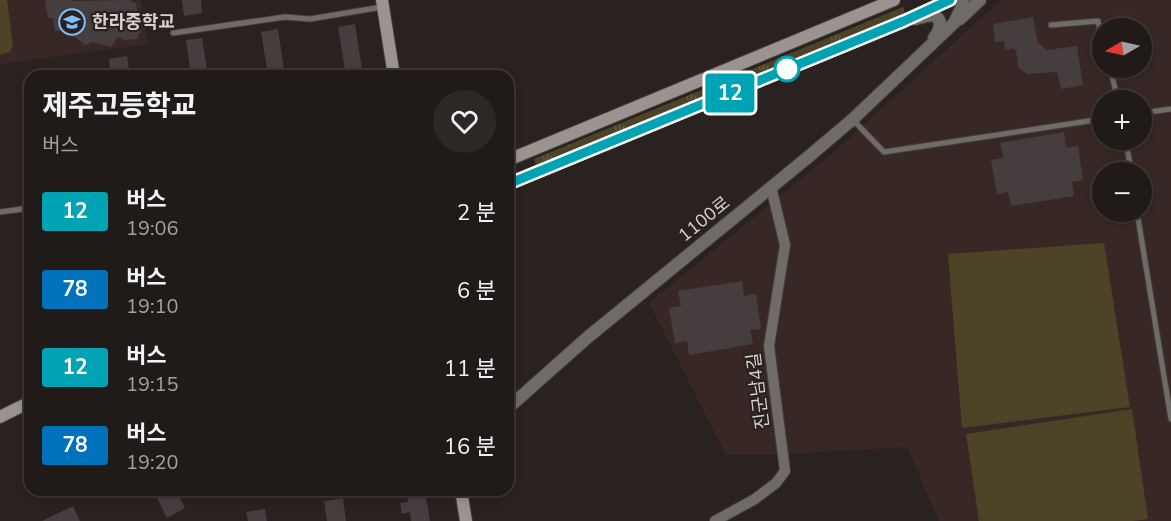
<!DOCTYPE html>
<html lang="ko">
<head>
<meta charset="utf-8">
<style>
  :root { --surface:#201a18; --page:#2d2725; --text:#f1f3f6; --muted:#a2a1a2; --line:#3d3837 }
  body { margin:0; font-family:"Nunito Sans","Noto Sans KR",sans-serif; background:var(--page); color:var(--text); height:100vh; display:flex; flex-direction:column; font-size:22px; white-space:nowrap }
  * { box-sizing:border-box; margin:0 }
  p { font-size:20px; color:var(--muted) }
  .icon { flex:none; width:33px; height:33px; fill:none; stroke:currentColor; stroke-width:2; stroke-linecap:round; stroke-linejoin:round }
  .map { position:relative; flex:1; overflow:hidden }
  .side { position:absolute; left:24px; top:70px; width:490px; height:426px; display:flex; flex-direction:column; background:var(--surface); border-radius:18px; box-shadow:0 3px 9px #0003,0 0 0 2px var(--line) }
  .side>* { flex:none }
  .badge { padding:0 12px; border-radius:4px; font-size:21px; line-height:39px }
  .needle { width:39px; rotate:261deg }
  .tools { position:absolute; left:1092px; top:18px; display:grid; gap:12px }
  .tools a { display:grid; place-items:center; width:60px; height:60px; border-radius:50%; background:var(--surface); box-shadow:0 3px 9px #0003,0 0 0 2px var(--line); font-size:30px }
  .map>.badge { position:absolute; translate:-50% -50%; box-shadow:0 0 0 3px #fff }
  .round { display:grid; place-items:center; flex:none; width:63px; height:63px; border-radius:32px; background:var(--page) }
  .headline { display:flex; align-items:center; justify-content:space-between; height:102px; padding:0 18px }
  h1 { font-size:28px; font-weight:700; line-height:45px }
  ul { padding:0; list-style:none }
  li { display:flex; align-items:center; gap:18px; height:78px; padding:0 18px }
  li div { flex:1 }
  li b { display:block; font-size:22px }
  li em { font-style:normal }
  li .badge { min-width:66px; font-weight:700; text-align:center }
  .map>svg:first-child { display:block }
</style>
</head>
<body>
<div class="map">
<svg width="1171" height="521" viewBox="0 0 1171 521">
  <defs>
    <pattern id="grass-tufts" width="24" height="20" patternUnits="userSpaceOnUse" patternTransform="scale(1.5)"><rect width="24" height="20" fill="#4d4327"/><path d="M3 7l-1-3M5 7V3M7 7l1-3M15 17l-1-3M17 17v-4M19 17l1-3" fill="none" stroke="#665d45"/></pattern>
  </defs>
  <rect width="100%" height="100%" fill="#2a2220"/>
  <!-- built -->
  <g fill="#372825" fill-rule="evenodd">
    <polygon points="0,0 141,0 148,44 0,64"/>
    <path d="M 1001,0 L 1171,0 L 1171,521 L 939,521 L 907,447 L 770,455 L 726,455 L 649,303 L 834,152 ZM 1102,28 L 1142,28 L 1142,68 L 1102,68 ZM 1102,100 L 1142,100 L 1142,140 L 1102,140 ZM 1102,172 L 1142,172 L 1142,212 L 1102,212 Z"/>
  </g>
  <!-- grass -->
  <polygon fill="url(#grass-tufts)" points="903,7 905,13 536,165 534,159"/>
  <!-- pitch -->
  <g fill="#4d4327">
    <polygon points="0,0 7,0 13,45 10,52 0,55"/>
    <polygon points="1104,243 1130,407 962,428 948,254"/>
    <polygon points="1132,409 1148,519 1133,521 979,521 966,434"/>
  </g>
  <!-- building -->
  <g fill="#463d3f">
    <polygon points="45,0 72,0 72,1 130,0 131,2 136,3 141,33 138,34 138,39 125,40 118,37 111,47 93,42 85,45 66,30 55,31 53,18 48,18"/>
    <polygon points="182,0 201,0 202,13 184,16"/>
    <polygon points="1033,17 1038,43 1047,50 1077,46 1083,85 1061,89 1057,72 1027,74 1018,67 1016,50 1014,50 1014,48 1005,50 1004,41 995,42 993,24"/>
    <polygon points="355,24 363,76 346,76 338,27"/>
    <polygon points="278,29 285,76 268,76 261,32"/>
    <polygon points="202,38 208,76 191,76 186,40"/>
    <polygon points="127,56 130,76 111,76 109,59"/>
    <polygon points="1064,132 1066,148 1078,146 1083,180 1072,182 1074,196 1011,206 1008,192 997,194 991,160 1003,158 1000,143"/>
    <polygon points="742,281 744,296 756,294 761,329 750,330 753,344 689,355 687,341 675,343 669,308 681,306 678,291"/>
    <polygon points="153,490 176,490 185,508 167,518"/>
    <polygon points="406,490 425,490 430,521 411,521 410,512 402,514 400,503 408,502"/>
    <polygon points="343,498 346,521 327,521 324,501"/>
    <polygon points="73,506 80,521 42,521"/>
    <polygon points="265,509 267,521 248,521 246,512"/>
  </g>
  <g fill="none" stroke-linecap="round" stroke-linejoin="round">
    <!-- service casing -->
    <g stroke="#463e3c" stroke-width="7">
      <g id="service">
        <polyline points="1051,25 1098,21 1102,39"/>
        <polyline points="173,33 285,17 310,19 382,7"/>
        <polyline points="1110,68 1118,100"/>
        <polyline points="1142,113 1171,109"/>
        <polyline points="853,120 884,152 1102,119"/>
        <polyline points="1126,140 1131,172"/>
        <polyline points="0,212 30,208"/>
        <polyline points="1137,212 1171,419"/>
      </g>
    </g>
    <!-- minor casing -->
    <g stroke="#463e3c" stroke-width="12">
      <polyline id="minor" points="715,521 755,499 776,483 785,471 769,346 785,245 771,187"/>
    </g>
    <!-- tertiary casing -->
    <g stroke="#463e3c" stroke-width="14">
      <g id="tertiary">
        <path d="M 915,19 C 920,18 929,14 935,16 C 944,21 939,32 934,38"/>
        <polyline points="960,19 980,0"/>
        <polyline points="508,408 588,337 807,158 853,119 954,23 962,7 963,0"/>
      </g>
    </g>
    <!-- secondary casing -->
    <g stroke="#463e3c" stroke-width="14">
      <g id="secondary">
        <polyline points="382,0 394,76"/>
        <polyline points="508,160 894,0"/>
        <polyline points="508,184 904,21 950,0"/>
        <polyline points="0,417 30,402"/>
        <polyline points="461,490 466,521"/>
      </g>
    </g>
    <!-- service -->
    <use href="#service" stroke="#6f6b69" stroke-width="5"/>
    <!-- minor -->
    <use href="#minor" stroke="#6f6b69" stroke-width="10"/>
    <!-- tertiary -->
    <use href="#tertiary" stroke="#6f6b69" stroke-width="12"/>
    <!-- secondary -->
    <use href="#secondary" stroke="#999490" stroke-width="12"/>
  </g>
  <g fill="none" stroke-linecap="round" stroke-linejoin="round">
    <!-- line casing -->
    <g stroke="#fff" stroke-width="14">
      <polyline id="line" points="508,184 904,21 950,0"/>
    </g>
    <!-- line -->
    <use href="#line" stroke="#00a3b4" stroke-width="9"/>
  </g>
  <!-- icons -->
  <defs>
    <g id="school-ring" transform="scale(1.35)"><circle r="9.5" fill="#2a2220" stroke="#7dbef9" stroke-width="1.5"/><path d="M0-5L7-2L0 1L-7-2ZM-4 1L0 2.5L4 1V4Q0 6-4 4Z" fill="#7dbef9"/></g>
  </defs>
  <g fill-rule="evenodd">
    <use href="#school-ring" x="72" y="22"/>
  </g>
  <!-- markers -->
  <circle fill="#fff" stroke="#00a3b4" stroke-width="3" cx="787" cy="69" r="12"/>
  <g text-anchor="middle" stroke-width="4.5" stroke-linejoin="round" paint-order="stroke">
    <!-- poi labels -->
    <g font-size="18" font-weight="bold" fill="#d7d1d0" stroke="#2a2220" text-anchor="start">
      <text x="92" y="28">한라중학교</text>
    </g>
    <!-- street labels -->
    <g font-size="18" fill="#d7d1d0" stroke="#2a2220">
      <text transform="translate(704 219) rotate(-39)" y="6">1100로</text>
      <text transform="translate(758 391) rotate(-97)" y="6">진군남4길</text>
    </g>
  </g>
</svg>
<div class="tools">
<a><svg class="needle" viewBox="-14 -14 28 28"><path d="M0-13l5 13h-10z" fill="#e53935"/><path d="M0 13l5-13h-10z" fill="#a2a1a2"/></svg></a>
<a>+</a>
<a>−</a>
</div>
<b class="badge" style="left:730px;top:93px;background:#00a3b4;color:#fff">12</b>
<section class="side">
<div class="headline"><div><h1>제주고등학교</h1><p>버스</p></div><a class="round"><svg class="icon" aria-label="heart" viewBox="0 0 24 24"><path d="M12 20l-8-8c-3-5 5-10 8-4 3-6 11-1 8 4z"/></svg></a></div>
<ul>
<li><span class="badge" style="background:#00a3b4;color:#fff">12</span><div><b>버스</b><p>19:06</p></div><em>2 분</em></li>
<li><span class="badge" style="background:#0072bc;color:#fff">78</span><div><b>버스</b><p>19:10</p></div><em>6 분</em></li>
<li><span class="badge" style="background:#00a3b4;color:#fff">12</span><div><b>버스</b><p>19:15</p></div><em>11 분</em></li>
<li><span class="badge" style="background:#0072bc;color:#fff">78</span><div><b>버스</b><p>19:20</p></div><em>16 분</em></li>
</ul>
</section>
</div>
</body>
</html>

• [Assignment]
Reproduce verbatim the lines of the material above, beginning with its first line and ending with the line that contains "--surface:#201a18; --page:#2d2725; --text:#f1f3f6;"; skip pictures.

• [Response for this exercise]
<!DOCTYPE html>
<html lang="ko">
<head>
<meta charset="utf-8">
<style>
  :root { --surface:#201a18; --page:#2d2725; --text:#f1f3f6; --muted:#a2a1a2; --line:#3d3837 }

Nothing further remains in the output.